It's possible to argue for and against the apostrophe in both of these. Personally, as I've said, I prefer do's and don'ts and hair-dos. But it's perfectly possible to argue the opposite case.

Panj may be right that there's an AmE/BrE difference here....


----------



## cuchuflete

Loob said:


> Hi aminervi
> 
> I'd say English uses the apostrophe in three situations, not two: and one of them is to clarify that a plural is being referred to and not a different (singular) word ending in "s"



As usual, Her Loobescensce is correct.

I would write "do's and don'ts" for the reason given by panjandrum and others, just as I would ask that we dispense with musty grammar tomes and mind our p's and q's.


----------



## aminervi

Thanks again, Loob, am glad I learned this one!

 I checked the Purdue university online lab [sorry, am not yet allowed to post links on this forum] and it confirms what you said (applicable both to AE and BE?):


"The apostrophe has three uses: 
1) to form possessives of nouns
    2) to show the omission of letters
    3) to indicate certain plurals of lower case letters.

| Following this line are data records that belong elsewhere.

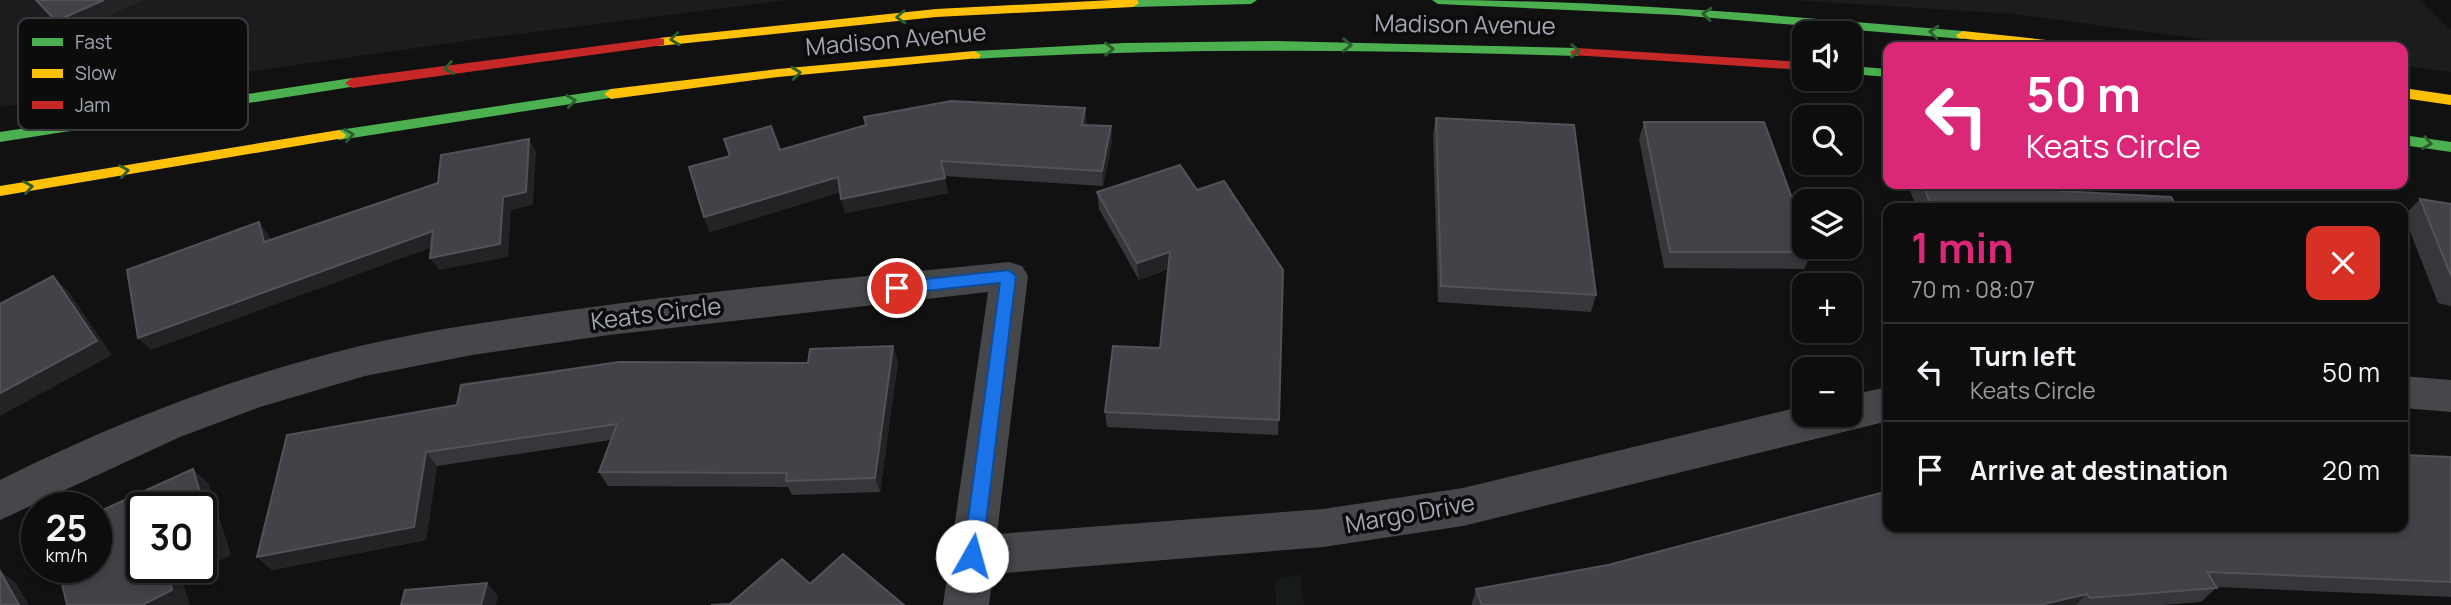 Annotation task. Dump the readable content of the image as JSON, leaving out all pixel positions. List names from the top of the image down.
{
  "streets": {
    "main road": ["Madison Avenue"],
    "street": ["Keats Circle", "Margo Drive"]
  },
  "crossings": [
    ["Keats Circle", "Margo Drive"]
  ],
  "legend": ["Fast", "Slow", "Jam"],
  "page": {
    "map_buttons": ["+", "−"],
    "turn": ["50 m", "Keats Circle"],
    "heading": ["1 min", "70 m · 08:07"],
    "list": [
      {
        "name": "Turn left",
        "note": "Keats Circle",
        "value": "50 m"
      },
      {
        "name": "Arrive at destination",
        "value": "20 m"
      }
    ],
    "speed": "25 km/h",
    "limit": "30"
  }
}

​  Apostrophes are *NOT* used for possessive pronouns or for noun plurals,    including acronyms."


 This site does not give examples, though, so my only doubt now is if "lower case LETTER" is also applicable to words... It might have gotten into usage because of the nice symmetry provided by the two apostrophes.


----------



## cuchuflete

For what it may be worth, while the grammarians slept, the lexicographers, mercifully, equivocated:

American Heritage Dictionary 

  n.    _pl._ *dos* or *do's* 


A statement of what should be done: _a list of the dos and don'ts of management._


----------



## Mr.X Senior

Some style guide recommand this way :

Do_s_ and Don't_s_

_s in italic._


----------



## hklass

Looks good to me and the italic does make it seem different.


----------



## ewie

Italics can be a bit tricky to pull off when you're _writing_ ~ you know, that thing you do with a 'pen'?


----------



## panjandrum

ewie said:


> Italics can be a bit tricky to pull off when you're _writing_ ~ you know, that thing you do with a 'pen'?


V_e_r_y_ t_r_u_e_, a_n_d e_v_e_n_ i_n_ p_r_i_n_t, _i_t _i_s v_e_ry di_f_fic_u_lt t_o_ s_p_ot a s_i_n_g_le it_a_lic l_e_tte_r_.


----------



## ewie

panjandrum said:


> V_e_r_y_ t_r_u_e_, a_n_d e_v_e_n_ i_n_ p_r_i_n_t, _i_t _i_s v_e_ry di_f_fic_u_lt t_o_ s_p_ot a s_i_n_g_le it_a_lic l_e_tte_r_.


That was like trying to read after a night out with Loob  the lads, Panjo.


----------



## Dimcl

Forgive me if I've missed something but I haven't noticed that anyone has provided a sample of the phrase "dos and don'ts" in context whereby one could possibly misconstrue "dos" as DOS.

I'm in agreement that the apostrophe _could_ be used in the case of possible confusion but as Loob pointed out, she would probably say "hair-dos" because there can be no confusion with the use of "hair".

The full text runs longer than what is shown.